Chapter 23 - Metals in the Environment

Abstract

Following a brief introduction to the toxicity of heavy metals introduced into our environment in the course of industrialization, the consequences of a number of nonbiological metal ions on the environment are discussed in biochemical detail. Cd2+ toxicity is directly associated with its perturbation of pathways modulating the homeostasis of essential transition metals, notably zinc, iron and copper. Hg2+, particularly in the form of methylmercury, the cause of Minamata disease in Japan, is a highly specific, irreversible inhibitor of Se-dependent enzymes (selenoenzymes). Since the affinity of Hg for Se is up to a 106 times higher than for sulphur, MeHg sequesters Se directly, impairing selenoenzyme activities and their synthesis. Chronic Pb2+ poisoning has been known since antiquity (even blamed for the fall of the Roman Empire). Pb2+ targets proteins that bind Ca2+ and Zn2+, including δ-aminolaevulinate synthase (haem biosynthesis) and synaptogmin (a Ca2+ sensor in neurotransmission).

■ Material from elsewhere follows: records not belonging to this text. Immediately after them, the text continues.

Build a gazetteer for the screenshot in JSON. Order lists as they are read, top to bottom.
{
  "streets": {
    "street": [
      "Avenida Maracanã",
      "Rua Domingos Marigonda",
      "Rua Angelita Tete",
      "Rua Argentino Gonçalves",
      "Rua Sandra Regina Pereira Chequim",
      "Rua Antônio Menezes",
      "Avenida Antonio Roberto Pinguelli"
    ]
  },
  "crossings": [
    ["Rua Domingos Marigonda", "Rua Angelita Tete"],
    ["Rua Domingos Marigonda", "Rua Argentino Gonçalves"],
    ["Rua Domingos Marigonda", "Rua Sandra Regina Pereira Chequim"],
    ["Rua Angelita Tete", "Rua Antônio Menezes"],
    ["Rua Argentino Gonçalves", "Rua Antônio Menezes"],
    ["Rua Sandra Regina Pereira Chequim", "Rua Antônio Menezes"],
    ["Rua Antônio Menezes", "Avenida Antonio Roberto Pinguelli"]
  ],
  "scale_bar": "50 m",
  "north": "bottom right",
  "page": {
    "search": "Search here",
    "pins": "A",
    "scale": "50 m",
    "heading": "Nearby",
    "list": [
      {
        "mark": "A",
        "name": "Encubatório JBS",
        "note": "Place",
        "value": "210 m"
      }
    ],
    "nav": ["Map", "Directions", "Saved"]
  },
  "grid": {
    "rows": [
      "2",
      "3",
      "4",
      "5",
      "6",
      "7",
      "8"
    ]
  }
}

Al3+, the most abundant metal in the earth’s crust, is released by acid rain into ground water, and its toxicity involves disruption of the homeostasis of essential metal ions, notably Fe, Ca2+ and Mg2+. The sources of environmental metal toxicity are then briefly reviewed and we conclude with a light-hearted (though not for the victims) account of the use of metals like As, Hg, Sb, Pb and Tl, either inadvertently or, as many poisoners knew only too well, deliberately, as poisons.